For instance, you could define an interface metaclass, which would use compile-time code to ensure all methods are pure virtual and that there are no data members, it would also generate a pure virtual destructor, etc. Then you could use it as a declaration kind, like this:
interface drawable { // this is an interface
int draw(canvas& c); // draw now defaults to public pure virtual
// ...
};
Maybe that's a direction worth exploring for macros - so we could actually have something like:
optionset Flags: UInt8 {
var a, b, c, d
}
And the macro would generate the appropriate struct, as a library feature.

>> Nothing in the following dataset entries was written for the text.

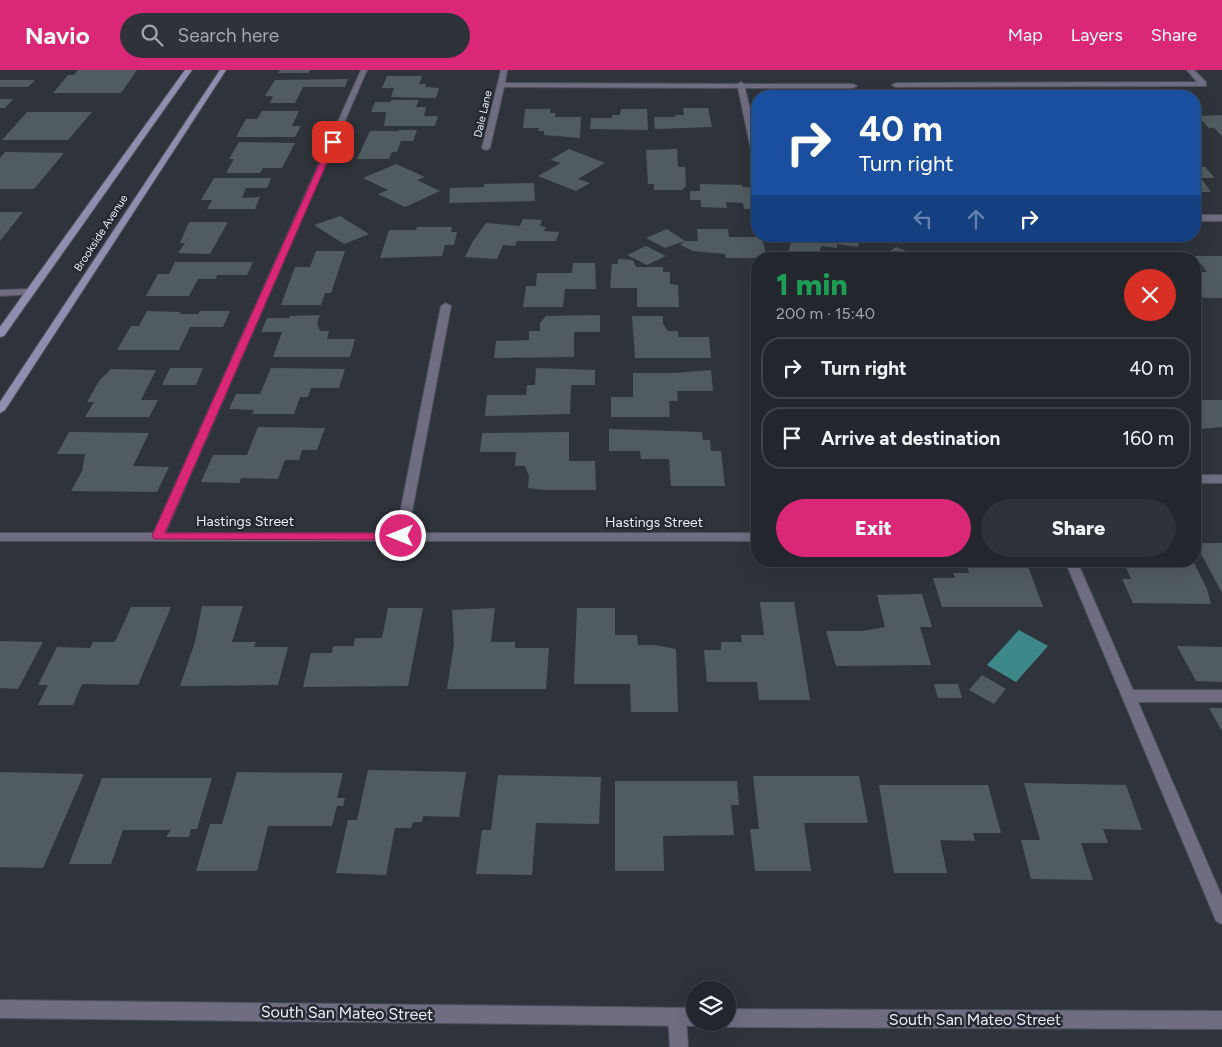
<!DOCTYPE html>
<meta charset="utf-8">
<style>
:root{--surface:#23272d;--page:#2f3339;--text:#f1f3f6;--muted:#a3a5aa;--line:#404449;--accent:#db2777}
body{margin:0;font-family:Figtree,sans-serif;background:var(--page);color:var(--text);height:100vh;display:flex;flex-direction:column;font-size:19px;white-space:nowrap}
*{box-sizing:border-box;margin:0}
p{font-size:16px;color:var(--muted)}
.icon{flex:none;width:28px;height:28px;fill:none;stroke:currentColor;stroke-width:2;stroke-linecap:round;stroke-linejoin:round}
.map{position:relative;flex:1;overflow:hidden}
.panel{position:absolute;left:751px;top:182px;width:450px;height:315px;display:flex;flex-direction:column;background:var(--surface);border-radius:20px;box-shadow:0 5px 20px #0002,0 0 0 1px var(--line)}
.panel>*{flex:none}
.top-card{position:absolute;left:751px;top:20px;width:450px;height:152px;border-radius:20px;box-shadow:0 5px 20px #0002,0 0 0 1px var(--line);background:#1a4fa0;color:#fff;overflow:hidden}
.controls{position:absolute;left:686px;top:911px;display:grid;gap:10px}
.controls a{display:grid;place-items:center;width:50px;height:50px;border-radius:50%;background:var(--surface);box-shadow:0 5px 20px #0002,0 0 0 1px var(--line);font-size:25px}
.pin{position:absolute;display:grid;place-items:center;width:42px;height:42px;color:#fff;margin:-21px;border-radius:10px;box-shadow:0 2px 8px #0006}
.me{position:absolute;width:55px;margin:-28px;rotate:270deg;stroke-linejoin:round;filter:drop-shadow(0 0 4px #0008)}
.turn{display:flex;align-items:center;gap:18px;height:105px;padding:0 25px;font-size:22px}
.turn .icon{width:65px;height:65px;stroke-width:2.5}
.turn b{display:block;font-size:35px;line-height:42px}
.lanes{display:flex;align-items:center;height:48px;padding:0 25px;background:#0003;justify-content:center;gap:25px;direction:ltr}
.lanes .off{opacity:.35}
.round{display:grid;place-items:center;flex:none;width:52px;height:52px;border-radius:26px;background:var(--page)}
.summary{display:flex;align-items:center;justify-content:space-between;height:85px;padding:0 25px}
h1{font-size:30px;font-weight:800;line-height:38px;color:#1e9e55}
.cta{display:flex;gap:10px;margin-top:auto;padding:10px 25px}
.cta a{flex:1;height:58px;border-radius:30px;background:var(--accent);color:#fff;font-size:20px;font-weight:800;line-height:58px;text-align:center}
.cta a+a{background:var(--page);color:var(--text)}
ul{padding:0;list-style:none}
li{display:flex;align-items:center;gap:15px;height:62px;margin:0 10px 8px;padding:0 15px;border:2px solid var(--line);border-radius:20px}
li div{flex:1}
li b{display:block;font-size:19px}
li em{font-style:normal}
header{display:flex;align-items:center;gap:30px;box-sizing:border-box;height:70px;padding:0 25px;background:var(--accent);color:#fff}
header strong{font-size:24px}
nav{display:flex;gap:28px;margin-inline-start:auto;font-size:18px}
.search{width:350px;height:45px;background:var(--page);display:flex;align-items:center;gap:12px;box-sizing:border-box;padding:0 18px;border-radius:28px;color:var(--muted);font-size:19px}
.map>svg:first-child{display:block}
</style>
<header>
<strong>Navio</strong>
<div class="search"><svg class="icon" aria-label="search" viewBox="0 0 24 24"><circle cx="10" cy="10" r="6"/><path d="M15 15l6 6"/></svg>Search here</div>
<nav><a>Map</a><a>Layers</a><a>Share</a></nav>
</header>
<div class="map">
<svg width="1222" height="977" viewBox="0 0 1222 977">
<rect width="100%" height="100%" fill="#2f343c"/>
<path fill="#3d898a" d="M1019,560L1048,576L1016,612L987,595Z"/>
<path fill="#515c60" d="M78,0H137L121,23H53L68,5H74Z
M280,0H310L309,3H278Z
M387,6H422L419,14H426L425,17L439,18L436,28L391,27L394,18H382Z
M348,9L345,17H303L295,33H270L273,26H265L275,10Z
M0,10H35L28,17H0Z
M0,29H13L5,38H0Z
M391,30H419L416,37H426L424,46H438L435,56H384L386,42H371L375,32H391Z
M683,38H708L712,57L655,59L654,47H676L675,45H684Z
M525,39H550V43H555V47H581L580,68L544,65V61H538L539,58H523Z
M621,39H647L648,60L590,59L591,48H612V45H620Z
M262,41H299L292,56H301L295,67H236L246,49H257Z
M27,42H92L68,70H2Z
M1222,45V66L1214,58H1209L1198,46Z
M399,60H417L413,71H401L397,82H392L389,89H357L370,61H398Z
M239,72L295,73L282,98H263L260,103H226L234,89H229Z
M569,79L605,93L578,109L590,113L576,121L538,106L561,93L550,90Z
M677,79L678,97H685L686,116L682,120H654V114H648L646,80Z
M5,82L64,83L34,119H0V88Z
M396,94L425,107L417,110L440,121L405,137L378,124L388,120L363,108Z
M1195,96L1205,97L1215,108H1201L1211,122H1195Z
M214,108H271L267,118H246L242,128L260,127L255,139H207L212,130H201Z
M534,113L535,131L449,133L450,118L484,117V114Z
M700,114L743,115L742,117L758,118V139H744L743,133L726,132L727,138L701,137V130H690V121H700Z
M0,142H23L0,171Z
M340,146L369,164L344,174L314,155Z
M523,149L542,150L540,156L546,157L544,161L559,162L556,171H517L515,176L503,175L497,189L465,187L473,171L486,153L520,156Z
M189,152H228L210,184L178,183L185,173H180Z
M417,157H452L451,162H457L454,175H445L442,186L380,188L389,160H416Z
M667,159L685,171H698L697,159H728L729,167H762L767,188H726L725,184L693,181L680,175L685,171L665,178L646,168Z
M793,166H860L858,177L837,174V178L821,176L818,189H786Z
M646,176L666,186L647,195L627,185Z
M896,177L917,185L912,189L880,188Z
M316,181H345L331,223H325L321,235H281L295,197H310Z
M1118,186H1149L1151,189H1120Z
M1195,186H1222V228H1203L1195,216V202H1207Z
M618,189L633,190L636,197H663V202H670V214L678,215L679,237H637V218H610L612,194H618Z
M175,192H253L247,205H217L216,209H198L189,226H146L158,204H169Z
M573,193H595L596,219H565L563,237H523L526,216H536L537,203H572Z
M147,241L181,242L179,244H198L200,241H230L223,257H190L179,280H117L131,256H139Z
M320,245L317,253L320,261H329L327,269H355L350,287H273L282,262H261L267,248H289L290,246Z
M600,245V262H574V287L494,288L496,271L529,270V261H540V253L546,246Z
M632,246H663V254L668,261H678V267H709L711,288H635Z
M170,298H203L196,315H162Z
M271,298L345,299L339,318H311L308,327H300L294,344H252L254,340L229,339L236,324H260Z
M536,298L595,300V315H571L570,344L485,346L487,325H526L527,315H535Z
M111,299L156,300L141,330H158L149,347H85L94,332H87L99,311Z
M711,300L713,321H677L678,331H669L670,347H611V327H633V303H675Z
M1195,330H1222V357L1200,359L1195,351Z
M258,357L325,358L317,380H302L299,390H285L278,409L241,408L240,413L201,412L213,385H247Z
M609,359L702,362L703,370H710L711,381H721L725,416H671L669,389H641L640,381H609Z
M69,362L149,363L133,396L169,397L157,422L71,421L82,401L85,384H57Z
M569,362V391H595L596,420H545L528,418L529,406L525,396H515L516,382H480L482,363Z
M1195,473H1222V523Z
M984,491H1026L1043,537H942L933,508H955L953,503H969L967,496H986Z
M1123,491H1193L1207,519L1211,534L1133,533L1122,509H1131Z
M922,524L932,557H920L931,595L836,596L826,561H862L885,557L877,525Z
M760,532H794L810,630H759L757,612H707L704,580H721V572H742L741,565H764Z
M202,536H243L232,572H256L254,577H288L278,615L180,616L195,572Z
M131,537H171L138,615L82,614L73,635H38L48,615H38L57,577L90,578L93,572H115Z
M388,538H423L408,616L303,617L311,583H332L333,576H354L355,568H382Z
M495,538L491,572H515V578H549L546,619H447L454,574L452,540Z
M577,538H615V565H637L638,575H655L676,579L678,642H631L630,614H574Z
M0,571L43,572L18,619L0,618Z
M1177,576L1222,577V612L1196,611Z
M982,605L1006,619L994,634L969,620Z
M934,614H958L962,628H938Z
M1209,638H1222V661Z
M368,700L466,702L459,747L423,746L422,752H413L411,758H395L386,805L336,803L348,750H357Z
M0,702L84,704L43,798L0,797Z
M237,702L343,703L337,728H345L343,736H337L332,756H268L257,801H196L210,754H222Z
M498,705L601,707L599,754L536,753L532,805L476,804L482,760H491Z
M753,706H859L868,753H804L811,801H755L750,759H759Z
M102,708H212L197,759H191L189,767H166L171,760H123L111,794H69Z
M615,711H737L739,735H731L734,765L663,766L664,801H615Z
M1024,713L1126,715L1142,760L1103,759L1108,773H1081L1093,810L1031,809L1021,770H1040Z
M879,715H988L1001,763H973L975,771L940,770L947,803H894Z"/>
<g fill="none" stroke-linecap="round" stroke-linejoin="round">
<g stroke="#4d5259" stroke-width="2">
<path id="service" d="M361,0H367L164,466L158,470L154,469L152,466Z
M30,219L33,220V224L0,226V220Z
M1065,491H1077L1133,620H1222V632H1138L1222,827V854L1216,851L1214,846Z"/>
</g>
<g stroke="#4d5259" stroke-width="2">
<path id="minor" d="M501,0H507L505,13L738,14L741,12L744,14H853L857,16L853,18H745L758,73V82H755L751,80L738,18L504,17L490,78L486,80L482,78Z
M1187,0H1194L1206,12V16L896,17L892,15L896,13L1197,12Z
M1195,145H1222V151H1195Z
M446,233L451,236L408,463H758V471H0V463H396L441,236Z
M1195,405H1222V413H1195Z
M677,938L683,941L686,947L688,977H670L668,947L671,941Z"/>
</g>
<g stroke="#4d5259" stroke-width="2">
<path id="tertiary" d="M0,930L695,938V952H702L695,956L0,948Z
M728,939L1222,941V959L728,957L721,952H728Z"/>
</g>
<g stroke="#4d5259" stroke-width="2">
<path id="secondary" d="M185,0H192L4,266L0,267V257Z
M220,0H226L5,340L0,343V332Z"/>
</g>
<use href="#service" fill="#706d83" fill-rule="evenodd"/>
<use href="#minor" fill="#706d83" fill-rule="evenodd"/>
<use href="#tertiary" fill="#706d83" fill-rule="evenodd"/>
<use href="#secondary" fill="#918db0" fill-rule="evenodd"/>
</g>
<path fill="#db2777" stroke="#8e194d" d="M330,70L336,72L165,463H401L406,466L401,470L154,469L152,466Z"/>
<g text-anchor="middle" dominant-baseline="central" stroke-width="5" stroke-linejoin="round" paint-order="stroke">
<g font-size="11" fill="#eaedf2" stroke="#252a32">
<text transform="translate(483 44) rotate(-77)">Dale Lane</text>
<text transform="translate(101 163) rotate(-57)">Brookside Avenue</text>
</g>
<g font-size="14" fill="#eaedf2" stroke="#252a32">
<text x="245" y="451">Hastings Street</text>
<text x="654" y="452">Hastings Street</text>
</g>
<g font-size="16" fill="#eaedf2" stroke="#252a32">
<text transform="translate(347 943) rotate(1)">South San Mateo Street</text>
<text x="975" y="949">South San Mateo Street</text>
</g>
</g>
</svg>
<div class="controls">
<a><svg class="icon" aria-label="layers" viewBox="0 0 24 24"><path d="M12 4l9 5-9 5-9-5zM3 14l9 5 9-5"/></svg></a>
</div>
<div class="pin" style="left:333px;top:72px;background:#d93025"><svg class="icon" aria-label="arrive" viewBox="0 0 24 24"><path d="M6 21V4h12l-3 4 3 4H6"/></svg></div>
<svg class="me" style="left:401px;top:466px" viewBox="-20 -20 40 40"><circle r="17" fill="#db2777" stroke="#fff" stroke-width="3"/><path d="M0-11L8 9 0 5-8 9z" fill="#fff"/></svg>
<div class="top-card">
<div class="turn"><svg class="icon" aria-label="right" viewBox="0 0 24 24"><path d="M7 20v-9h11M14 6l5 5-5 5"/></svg><div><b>40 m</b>Turn right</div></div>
<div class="lanes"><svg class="icon off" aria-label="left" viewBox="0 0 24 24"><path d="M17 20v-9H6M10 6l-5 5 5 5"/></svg><svg class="icon off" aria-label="ahead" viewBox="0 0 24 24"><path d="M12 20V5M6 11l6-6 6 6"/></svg><svg class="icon" aria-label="right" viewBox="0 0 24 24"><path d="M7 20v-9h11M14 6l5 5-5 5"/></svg></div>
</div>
<section class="panel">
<div class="summary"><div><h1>1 min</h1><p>200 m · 15:40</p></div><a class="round" style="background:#d93025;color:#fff"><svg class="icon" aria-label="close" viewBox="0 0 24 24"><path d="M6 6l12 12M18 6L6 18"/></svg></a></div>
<ul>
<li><svg class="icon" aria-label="right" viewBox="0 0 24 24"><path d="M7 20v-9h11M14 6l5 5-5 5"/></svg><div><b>Turn right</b></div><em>40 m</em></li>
<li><svg class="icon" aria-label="arrive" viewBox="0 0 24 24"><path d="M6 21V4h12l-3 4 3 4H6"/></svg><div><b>Arrive at destination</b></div><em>160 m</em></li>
</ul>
<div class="cta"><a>Exit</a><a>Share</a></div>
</section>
</div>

I could see that kind of system having other uses, as well. For instance, SwiftUI views are not really like most structs because their properties usually have reference semantics via @State and @Binding, and the need to annotate all of those properties leads to views becoming very noisy. Perhaps they should be able to define a new kind of declaration via a macro:
view Map {
var region: MKCoordinateRegion = ...
}
// would generate the same code as you write manually today:
struct Map: View {
@State var region: MKCoordinateRegion = ...
}
// But it would eliminiate a lot of noise:
// - 'struct' becomes an implementation detail
// - conformance to 'View' is implicit
// - @State becomes the default
I too have this extension, except that I have it as an extension of SetAlgebra, because that lets me use it on Set<Foo> values too.
IMO, this extension underscores the point that there is nothing useful about OptionSet beyond its ability to represent its values as a bitmask, which is most commonly (albeit not universally) useful when interoperating with C-based APIs.